**The problem**
Beneath this sentence is a set of records; write each of them out exactly.

┌────────

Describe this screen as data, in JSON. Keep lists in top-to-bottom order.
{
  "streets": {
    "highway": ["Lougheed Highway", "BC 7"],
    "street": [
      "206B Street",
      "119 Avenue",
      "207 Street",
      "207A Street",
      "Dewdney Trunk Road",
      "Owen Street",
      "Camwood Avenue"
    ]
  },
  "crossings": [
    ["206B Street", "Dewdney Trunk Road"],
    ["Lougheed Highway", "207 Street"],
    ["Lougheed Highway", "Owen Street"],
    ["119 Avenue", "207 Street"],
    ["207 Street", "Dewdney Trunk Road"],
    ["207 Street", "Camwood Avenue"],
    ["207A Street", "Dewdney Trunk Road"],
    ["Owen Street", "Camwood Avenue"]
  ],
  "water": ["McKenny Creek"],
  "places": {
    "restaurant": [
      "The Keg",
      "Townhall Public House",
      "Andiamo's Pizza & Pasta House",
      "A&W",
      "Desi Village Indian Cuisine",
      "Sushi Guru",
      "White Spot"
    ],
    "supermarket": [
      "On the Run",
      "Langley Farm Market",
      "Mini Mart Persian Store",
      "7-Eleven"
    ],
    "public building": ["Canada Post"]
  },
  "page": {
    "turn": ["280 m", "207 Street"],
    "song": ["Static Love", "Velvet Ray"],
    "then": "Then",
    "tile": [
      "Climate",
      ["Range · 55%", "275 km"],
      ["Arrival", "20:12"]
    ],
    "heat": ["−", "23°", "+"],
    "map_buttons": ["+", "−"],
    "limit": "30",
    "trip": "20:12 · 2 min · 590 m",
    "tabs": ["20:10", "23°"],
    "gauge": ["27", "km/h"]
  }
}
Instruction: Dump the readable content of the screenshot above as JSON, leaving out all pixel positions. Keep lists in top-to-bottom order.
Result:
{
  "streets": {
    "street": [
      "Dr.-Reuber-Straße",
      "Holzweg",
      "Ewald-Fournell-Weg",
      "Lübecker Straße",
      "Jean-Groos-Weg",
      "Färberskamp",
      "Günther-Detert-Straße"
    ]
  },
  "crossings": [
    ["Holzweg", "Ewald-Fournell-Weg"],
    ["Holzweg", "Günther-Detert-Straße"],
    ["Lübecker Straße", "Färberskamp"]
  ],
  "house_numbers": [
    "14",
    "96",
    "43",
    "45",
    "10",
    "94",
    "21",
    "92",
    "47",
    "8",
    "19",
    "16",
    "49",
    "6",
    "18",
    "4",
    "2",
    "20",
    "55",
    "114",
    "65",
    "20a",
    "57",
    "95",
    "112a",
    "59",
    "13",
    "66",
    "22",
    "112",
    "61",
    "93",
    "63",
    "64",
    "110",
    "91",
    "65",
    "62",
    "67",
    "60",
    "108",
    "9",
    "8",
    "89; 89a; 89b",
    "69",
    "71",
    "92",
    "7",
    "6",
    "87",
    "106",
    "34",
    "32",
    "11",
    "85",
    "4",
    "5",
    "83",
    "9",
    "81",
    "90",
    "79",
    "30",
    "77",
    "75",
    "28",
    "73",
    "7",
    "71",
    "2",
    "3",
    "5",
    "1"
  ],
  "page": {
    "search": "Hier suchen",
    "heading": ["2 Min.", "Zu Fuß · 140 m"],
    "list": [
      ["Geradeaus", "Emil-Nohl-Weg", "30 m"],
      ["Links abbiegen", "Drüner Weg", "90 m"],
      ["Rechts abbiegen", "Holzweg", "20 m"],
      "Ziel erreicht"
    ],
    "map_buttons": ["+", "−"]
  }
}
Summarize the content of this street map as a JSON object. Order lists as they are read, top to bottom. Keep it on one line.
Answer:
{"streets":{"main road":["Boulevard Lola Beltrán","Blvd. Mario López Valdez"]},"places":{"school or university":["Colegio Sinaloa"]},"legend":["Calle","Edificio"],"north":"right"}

└────────

**Solution to the problem**
Describe this screen as data, in JSON. Keep lists in top-to-bottom order.
{
  "streets": {
    "highway": ["Lougheed Highway", "BC 7"],
    "street": [
      "206B Street",
      "119 Avenue",
      "207 Street",
      "207A Street",
      "Dewdney Trunk Road",
      "Owen Street",
      "Camwood Avenue"
    ]
  },
  "crossings": [
    ["206B Street", "Dewdney Trunk Road"],
    ["Lougheed Highway", "207 Street"],
    ["Lougheed Highway", "Owen Street"],
    ["119 Avenue", "207 Street"],
    ["207 Street", "Dewdney Trunk Road"],
    ["207 Street", "Camwood Avenue"],
    ["207A Street", "Dewdney Trunk Road"],
    ["Owen Street", "Camwood Avenue"]
  ],
  "water": ["McKenny Creek"],
  "places": {
    "restaurant": [
      "The Keg",
      "Townhall Public House",
      "Andiamo's Pizza & Pasta House",
      "A&W",
      "Desi Village Indian Cuisine",
      "Sushi Guru",
      "White Spot"
    ],
    "supermarket": [
      "On the Run",
      "Langley Farm Market",
      "Mini Mart Persian Store",
      "7-Eleven"
    ],
    "public building": ["Canada Post"]
  },
  "page": {
    "turn": ["280 m", "207 Street"],
    "song": ["Static Love", "Velvet Ray"],
    "then": "Then",
    "tile": [
      "Climate",
      ["Range · 55%", "275 km"],
      ["Arrival", "20:12"]
    ],
    "heat": ["−", "23°", "+"],
    "map_buttons": ["+", "−"],
    "limit": "30",
    "trip": "20:12 · 2 min · 590 m",
    "tabs": ["20:10", "23°"],
    "gauge": ["27", "km/h"]
  }
}
Instruction: Dump the readable content of the screenshot above as JSON, leaving out all pixel positions. Keep lists in top-to-bottom order.
Result:
{
  "streets": {
    "street": [
      "Dr.-Reuber-Straße",
      "Holzweg",
      "Ewald-Fournell-Weg",
      "Lübecker Straße",
      "Jean-Groos-Weg",
      "Färberskamp",
      "Günther-Detert-Straße"
    ]
  },
  "crossings": [
    ["Holzweg", "Ewald-Fournell-Weg"],
    ["Holzweg", "Günther-Detert-Straße"],
    ["Lübecker Straße", "Färberskamp"]
  ],
  "house_numbers": [
    "14",
    "96",
    "43",
    "45",
    "10",
    "94",
    "21",
    "92",
    "47",
    "8",
    "19",
    "16",
    "49",
    "6",
    "18",
    "4",
    "2",
    "20",
    "55",
    "114",
    "65",
    "20a",
    "57",
    "95",
    "112a",
    "59",
    "13",
    "66",
    "22",
    "112",
    "61",
    "93",
    "63",
    "64",
    "110",
    "91",
    "65",
    "62",
    "67",
    "60",
    "108",
    "9",
    "8",
    "89; 89a; 89b",
    "69",
    "71",
    "92",
    "7",
    "6",
    "87",
    "106",
    "34",
    "32",
    "11",
    "85",
    "4",
    "5",
    "83",
    "9",
    "81",
    "90",
    "79",
    "30",
    "77",
    "75",
    "28",
    "73",
    "7",
    "71",
    "2",
    "3",
    "5",
    "1"
  ],
  "page": {
    "search": "Hier suchen",
    "heading": ["2 Min.", "Zu Fuß · 140 m"],
    "list": [
      ["Geradeaus", "Emil-Nohl-Weg", "30 m"],
      ["Links abbiegen", "Drüner Weg", "90 m"],
      ["Rechts abbiegen", "Holzweg", "20 m"],
      "Ziel erreicht"
    ],
    "map_buttons": ["+", "−"]
  }
}
Summarize the content of this street map as a JSON object. Order lists as they are read, top to bottom. Keep it on one line.
Answer:
{"streets":{"main road":["Boulevard Lola Beltrán","Blvd. Mario López Valdez"]},"places":{"school or university":["Colegio Sinaloa"]},"legend":["Calle","Edificio"],"north":"right"}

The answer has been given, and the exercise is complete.